Furthermore all entries should be sorted after the second column (mail).
In the column count I like to get the number of occurences of the column mail,
in nodes all the entries having the same value in the column mail should be printed (space separated and alphabetically sorted).
This is what I try to achieve:
contact,mail,count,nodes
Dieter,dieter#anything,com,1,CCCC
Hans,hans#anything.com,2,BBBB CCDDA
Peter,peter#anything,com,2,AAAA ABABA
I have this awk-command:
awk -F"," '
BEGIN{
FS=OFS=",";
printf "%s,%s,%s,%s\n", "contact","mail","count","nodes"
}
NR>1{
counts[$3]++; # Increment count of lines.
contact[$2]; # contact
}
END {
# Iterate over all third-column values.
for (x in counts) {
printf "%s,%s,%s,%s\n", contact[x],x,counts[x],"nodes"
}
}
' test-file.csv | sort --field-separator="," --key=2 -n
However this is my result :-(
Nothing but the amount of occurences work.
,Dieter#anything.com,1,nodes
,hans#anything.com,2,nodes
,peter#anything.com,2,nodes
contact,mail,count,nodes
Any help appreciated!
You may use this gnu awk:
awk '
BEGIN {
FS = OFS = ","
printf "%s,%s,%s,%s\n", "contact","mail","count","nodes"
}
NR > 1 {
++counts[$3] # Increment count of lines.
name[$3] = $2
map[$3] = ($3 in map ? map[$3] " " : "") $1
}
END {
# Iterate over all third-column values.
PROCINFO["sorted_in"]="#ind_str_asc";
for (k in counts)
print name[k], k, counts[k], map[k]
}
' test-file.csv
Output:
contact,mail,count,nodes
Dieter,dieter#anything.com,1,CCCC
Hans,hans#anything.com,2,BBBB CCDDA
Peter,peter#anything.com,2,AAAA ABABA
With your shown samples please try following. Written and tested in GNU awk.
awk '
BEGIN{ FS=OFS="," }
FNR==1{
sub(/^[^,]*,/,"")
$1=$1
print $0,"count,nodes"
}
FNR>1{
nf=$2
mail[nf]=$NF
NF--
arr[nf]++
val[nf]=(val[nf]?val[nf] " ":"")$1
}
END{
for(i in arr){
print i,mail[i],arr[i],val[i] | "sort -t, -k1"
}
}
' Input_file
Explanation: Adding detailed explanation for above.

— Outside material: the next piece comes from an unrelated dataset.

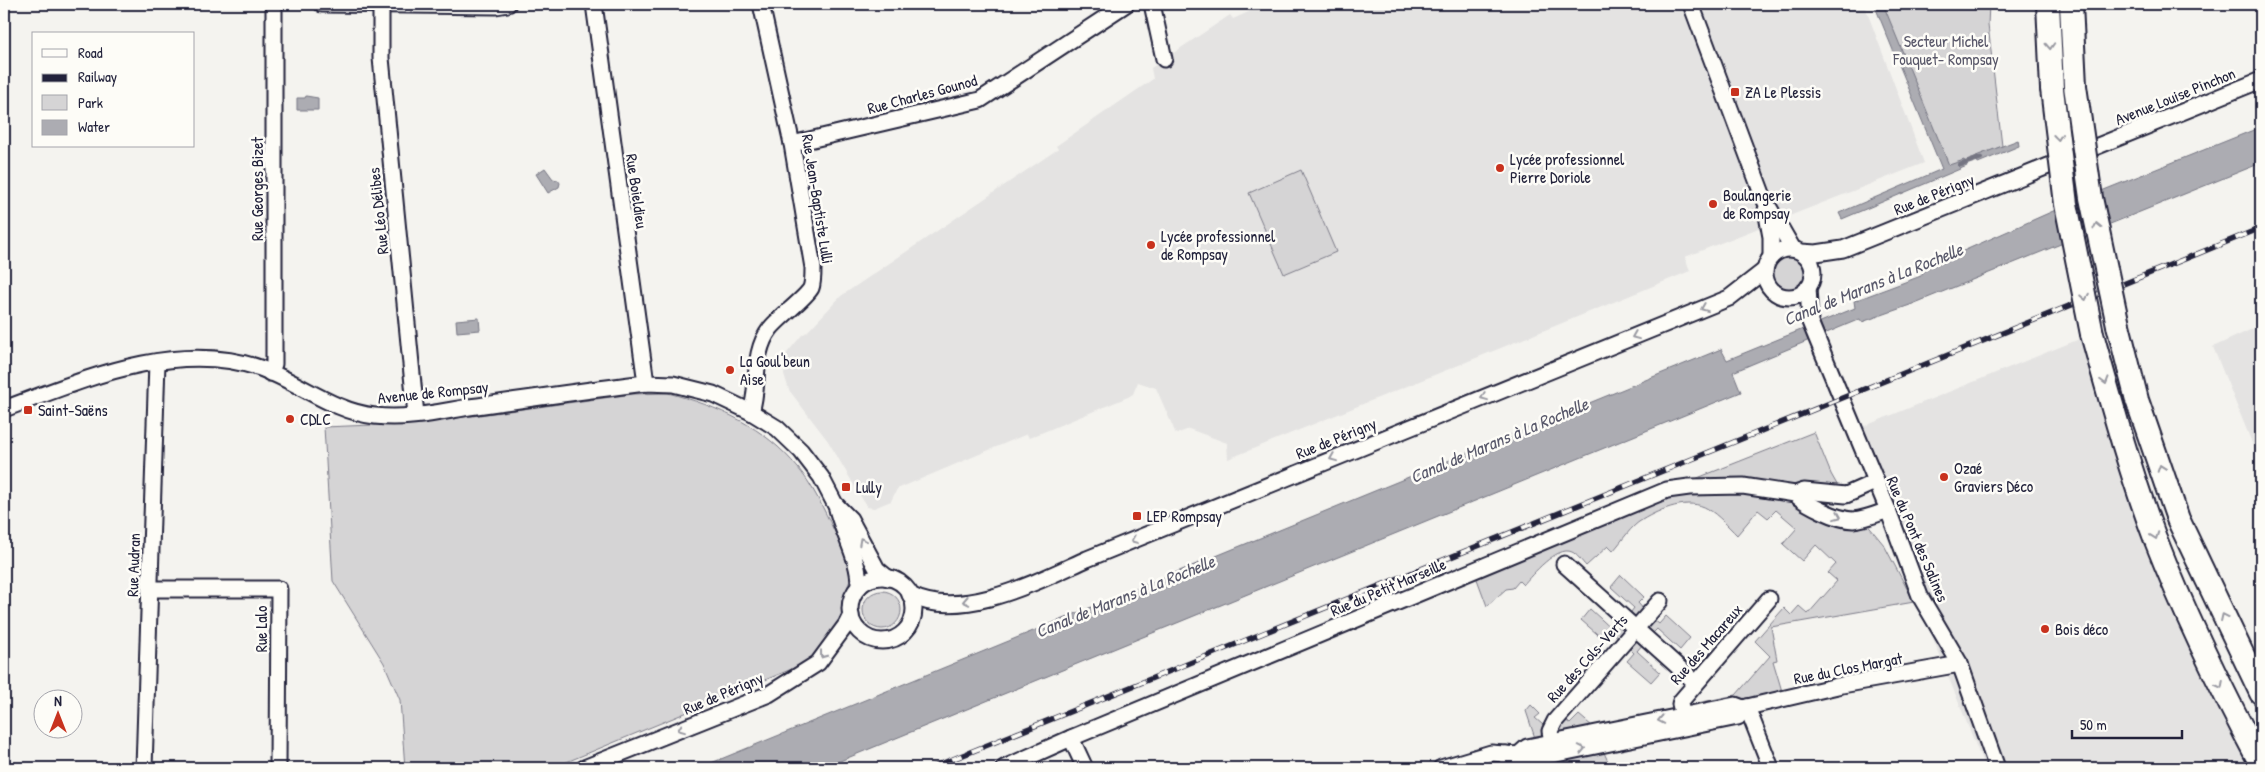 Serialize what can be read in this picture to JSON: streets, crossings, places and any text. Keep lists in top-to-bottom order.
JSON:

awk ' ##Starting awk program from here.
BEGIN{ FS=OFS="," } ##In BEGIN section setting FS, OFS as comma here.
FNR==1{ ##if this is first line then do following.
sub(/^[^,]*,/,"") ##Substituting everything till 1st comma here with NULL in current line.
$1=$1 ##Reassigning 1st field to itself.
print $0,"count,nodes" ##Printing headers as per need to terminal.
}
FNR>1{ ##If line is Greater than 1st line then do following.
nf=$2 ##Creating nf with 2nd field value here.
mail[nf]=$NF ##Creating mail with nf as index and value is last field value.
NF-- ##Decreasing value of current number of fields by 1 here.
arr[nf]++ ##Creating arr with index of nf and keep increasing its value with 1 here.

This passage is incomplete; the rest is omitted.